Instruction for the data below: set down exactly the lines from the line with "dot.arc(x, y, r, 0, 2 * Math.PI);" to the line with "trace(box, '#606267', 1);", inclusive, and no others.

-------------------------

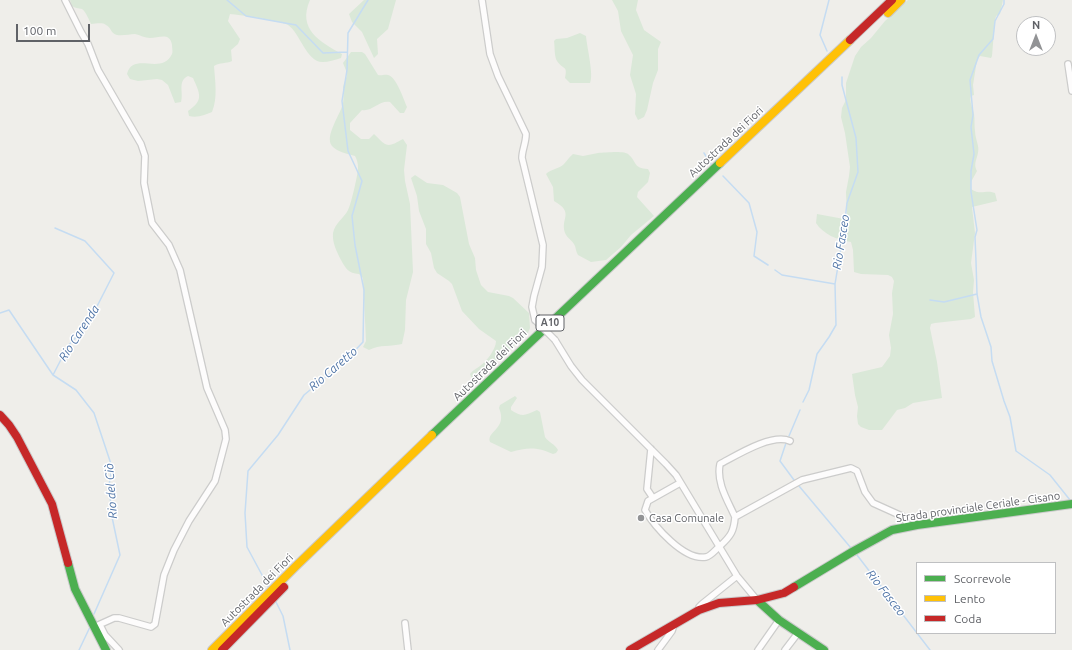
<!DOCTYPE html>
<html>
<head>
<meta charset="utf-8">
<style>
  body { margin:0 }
  #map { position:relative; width:1072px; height:650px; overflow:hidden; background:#efeeea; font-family:Ubuntu,sans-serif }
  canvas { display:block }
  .legend { position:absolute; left:916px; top:562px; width:140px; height:72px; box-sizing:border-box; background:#fff; border:1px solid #bfc0c2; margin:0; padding:5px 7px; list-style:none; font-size:12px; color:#606267 }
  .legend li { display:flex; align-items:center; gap:8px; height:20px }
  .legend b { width:20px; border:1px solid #bfc0c2 }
  .north { position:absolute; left:1016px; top:16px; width:40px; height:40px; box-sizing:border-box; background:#fff; border:1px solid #bfc0c2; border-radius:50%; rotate:0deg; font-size:11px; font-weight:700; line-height:16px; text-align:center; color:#606267 }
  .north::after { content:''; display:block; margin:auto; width:14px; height:18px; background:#929395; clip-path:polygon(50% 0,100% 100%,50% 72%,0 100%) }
  .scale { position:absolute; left:16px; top:24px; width:74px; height:18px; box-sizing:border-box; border:2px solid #606267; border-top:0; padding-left:5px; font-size:12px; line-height:14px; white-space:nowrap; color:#606267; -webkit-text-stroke:3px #fff; paint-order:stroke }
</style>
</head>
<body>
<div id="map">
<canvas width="1072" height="650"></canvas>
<ul class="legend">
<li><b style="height:5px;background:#4caf50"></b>Scorrevole</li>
<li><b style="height:5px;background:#ffc107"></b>Lento</li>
<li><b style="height:5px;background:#c62828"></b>Coda</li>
</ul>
<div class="north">N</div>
<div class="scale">100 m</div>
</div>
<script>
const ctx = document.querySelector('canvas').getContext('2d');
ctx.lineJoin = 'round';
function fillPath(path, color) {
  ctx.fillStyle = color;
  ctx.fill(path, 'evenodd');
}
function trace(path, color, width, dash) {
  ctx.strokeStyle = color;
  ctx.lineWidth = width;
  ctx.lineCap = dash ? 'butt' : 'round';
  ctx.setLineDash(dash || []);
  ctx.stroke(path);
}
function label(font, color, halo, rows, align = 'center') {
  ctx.font = font + ' Ubuntu,sans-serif';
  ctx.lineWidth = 3;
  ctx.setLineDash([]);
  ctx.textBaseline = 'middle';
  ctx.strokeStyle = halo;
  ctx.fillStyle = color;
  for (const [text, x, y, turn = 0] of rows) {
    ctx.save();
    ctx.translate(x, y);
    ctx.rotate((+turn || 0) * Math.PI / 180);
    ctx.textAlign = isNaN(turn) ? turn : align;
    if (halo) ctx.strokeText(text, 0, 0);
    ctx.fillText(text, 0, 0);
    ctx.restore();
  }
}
fillPath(new Path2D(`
  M70,0H310C297,29 320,42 342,54L341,58C335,60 328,62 323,62C307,63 300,33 288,25C282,21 240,15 230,14L228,21L240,39L238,44L231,50L232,61C226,64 220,62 214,66C215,80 218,98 212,112C204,115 198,118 189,116L188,111C204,100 200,94 193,78L188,76C177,81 184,93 181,102L175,103L168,85L162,80L157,79L138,81L130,79L127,74C133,51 162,76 172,54C173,52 172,49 172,45C170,32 159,38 150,38C145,38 140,35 135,34C130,34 123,36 117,35C111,34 111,27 106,25C102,22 96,24 91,24C89,20 86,12 82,9C78,8 75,8 72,6Z
  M364,0H396L388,29L377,39L378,54L374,58L362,32L352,22L349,14Z
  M612,0H638L636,10L644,30L661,42L658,49V70L653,83L647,110L644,117L638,120L635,114L636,94L630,75L633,55L621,31L618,11Z
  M908,0H1003L1000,14L996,16L995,20L992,56L991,58L980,56L977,60L973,85L974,95L971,96C969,102 973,108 974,114C975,120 974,125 975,131C975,136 977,141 978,146C980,156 972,162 977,171L971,182V189C982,196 985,189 995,193L997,201L972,207L975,233L971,263L974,280L973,292L975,317L971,319L935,323L931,324L930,328L937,362L942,398L913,403L905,408L897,410L882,430H869L861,427L858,424L857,416L858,407L855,395L852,374L882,367L890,356L891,348L889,335L893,314L892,293L894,281L892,277L888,275L861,274L854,272L853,250L851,242C837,240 823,234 816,223L817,214L844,219L847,217L846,192L849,176L850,167L845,133L841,117L842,108L846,100V83L855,56L861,47L871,38L885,21Z
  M580,33L586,36C587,48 594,75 590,83H570L565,78C568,65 563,70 557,61C554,56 555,47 554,41L556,39L567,38Z
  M351,52H362L365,54L378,75C382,76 384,74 388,75C396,76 404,100 407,107L404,113H400L390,102C379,100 372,112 362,110L350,123V130L361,139H369L374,134C387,147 387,148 403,139L407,145L404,170L405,181L410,204L413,272L406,300L405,330L402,344C391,347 380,344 369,350L363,347L366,341L363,278L359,274C348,273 346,269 341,260C337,252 332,243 333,233C335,223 344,218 348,210C351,205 358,174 358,168C358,163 357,160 355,156C348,154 337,152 332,146C324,136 341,114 343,103C344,98 343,92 343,87C344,82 347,78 347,73L343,63Z
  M598,153C605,153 625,150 629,155C637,162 633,168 648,169L650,173L648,182L638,192L637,197L654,216L631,235L621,247L606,260L591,262L578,255C576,252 576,249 575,246C573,241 567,238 565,233C560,218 575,213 554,201L553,187L546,174C551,169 559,169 564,164C567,161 569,157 573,154L583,156Z
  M415,175L427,183L443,185L457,193L460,197L469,244L475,258L476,270L481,285L488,292L509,296L513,298L529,313L530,328L528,333L496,361L486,373L477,379H472L470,374C473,370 476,369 480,366C487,361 496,349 496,341L479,329L462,311L452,284L449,281L437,273L434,268L431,253L426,244V229L419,211L417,196L411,178Z
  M515,396L517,398L511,407V410C523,418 525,415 537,410L540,412L545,437C548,442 555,444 558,450L556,453L553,454C537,447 528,447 511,452L490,442C486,431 508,429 499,408L500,405Z`), '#dae8d8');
trace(new Path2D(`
  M227,0L246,16L296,25L323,53L347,52
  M1004,0V4L995,21L993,39L979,55L970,80L973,115L971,127L974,154L971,171V192L977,230L975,237L976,261L977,294L981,317L991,347L992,361L1004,401L1010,417L1016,451L1050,475L1070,500
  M827,51L820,35L829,0
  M704,153L711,164
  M723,176L749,203L757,232L754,256L768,265
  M775,270L782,275L835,284
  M930,300L944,302L977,294
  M0,313L9,310L53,375L76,390L94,413L112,467L109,485L112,517L120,555L94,614
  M53,375L68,346L88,324L114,273L85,241L55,228
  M803,402L809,390L817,354L829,337L836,325L835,284L843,236L847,203L858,172L856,138L842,85V77
  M789,436L800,410
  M786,443L780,461L794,480
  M799,486L851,548
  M857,555L930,650
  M269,588L247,547L245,513L248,471L278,435L304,395L345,361L363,342L364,290L355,245L352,216L362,181L348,151L342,101L347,70L348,33L368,0
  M275,600L283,616L290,650
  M79,650L90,627`), '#c5dcf2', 1.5);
const street = new Path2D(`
  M65,0L81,32L88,44L98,70L141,144L145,156L144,183L152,223L169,245L180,270L207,388L225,430L226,439L215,481L189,521L174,550L164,575L155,624L151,627L119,618H114L94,627
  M482,0L490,54L498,76L526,134C526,143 522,150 522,158L543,245L542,267L534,296L532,307L535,320
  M1068,64L1072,91
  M555,340L571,366L582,380L666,464L676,475L737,576L757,600
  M790,441C772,433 737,455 720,464C716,483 728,501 735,517L802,480L851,468L857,471L865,492L873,503L904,517L908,526
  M651,449L647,489L653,498
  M680,483L648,501L645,510C654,526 684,561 706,557C711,556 716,549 720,546C731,536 734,531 735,517
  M699,610V607L702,604L737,576
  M405,623L408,650
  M100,625L105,635L119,650
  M658,650L672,631L674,625
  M758,650L779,620
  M785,650L798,633`);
const fast = new Path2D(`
  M432,435L720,163
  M68,563L75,589L106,650
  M794,587L852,552L892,530L917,525L1072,504
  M757,600L779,620L824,650`);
const slow = new Path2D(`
  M888,13L901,0
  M720,163L850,40
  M212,650L296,566L432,435`);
const jam = new Path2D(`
  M850,40L892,0
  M0,415L9,425L17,437L52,504L68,563
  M222,650L284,587
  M630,650L699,610L719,603L757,600L784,593L794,587`);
trace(street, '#cccccb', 8);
trace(fast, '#cacacb', 10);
trace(slow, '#cacacb', 10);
trace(jam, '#cacacb', 10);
trace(street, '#fdfcfc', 5.5);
trace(fast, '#4caf50', 8);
trace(slow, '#ffc107', 8);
trace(jam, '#c62828', 8);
const streetBridge = new Path2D(`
  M535,320L555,340`);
trace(streetBridge, '#cccccb', 8, []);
trace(streetBridge, '#fdfcfc', 5.5);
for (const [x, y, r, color] of [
  [641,518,4,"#929395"]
]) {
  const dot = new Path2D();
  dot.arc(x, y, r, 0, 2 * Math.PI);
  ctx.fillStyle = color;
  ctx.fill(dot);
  trace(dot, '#fff', 1.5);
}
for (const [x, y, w] of [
  [550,323,28]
]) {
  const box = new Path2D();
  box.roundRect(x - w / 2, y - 8, w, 16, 3);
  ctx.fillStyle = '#fff';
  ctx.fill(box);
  trace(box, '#606267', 1);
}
label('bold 10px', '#606267', null, [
  ["A10",550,323]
]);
label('11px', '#606267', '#fff', [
  ["Autostrada dei Fiori",726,142,-43],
  ["Autostrada dei Fiori",490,365,-44],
  ["Strada provinciale Ceriale - Cisano",978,507,-8],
  ["Autostrada dei Fiori",257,590,-45]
]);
label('11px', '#606267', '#fff', [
  ["Casa Comunale",649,518]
], 'left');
label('italic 12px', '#5075a7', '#fff', [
  ["Rio Fasceo",841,242,-81],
  ["Rio Carenda",79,333,-57],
  ["Rio Caretto",333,369,-41],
  ["Rio del Ciò",111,491,-94],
  ["Rio Fasceo",886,593,52]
]);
</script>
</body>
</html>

-------------------------

Response below
  dot.arc(x, y, r, 0, 2 * Math.PI);
  ctx.fillStyle = color;
  ctx.fill(dot);
  trace(dot, '#fff', 1.5);
}
for (const [x, y, w] of [
  [550,323,28]
]) {
  const box = new Path2D();
  box.roundRect(x - w / 2, y - 8, w, 16, 3);
  ctx.fillStyle = '#fff';
  ctx.fill(box);
  trace(box, '#606267', 1);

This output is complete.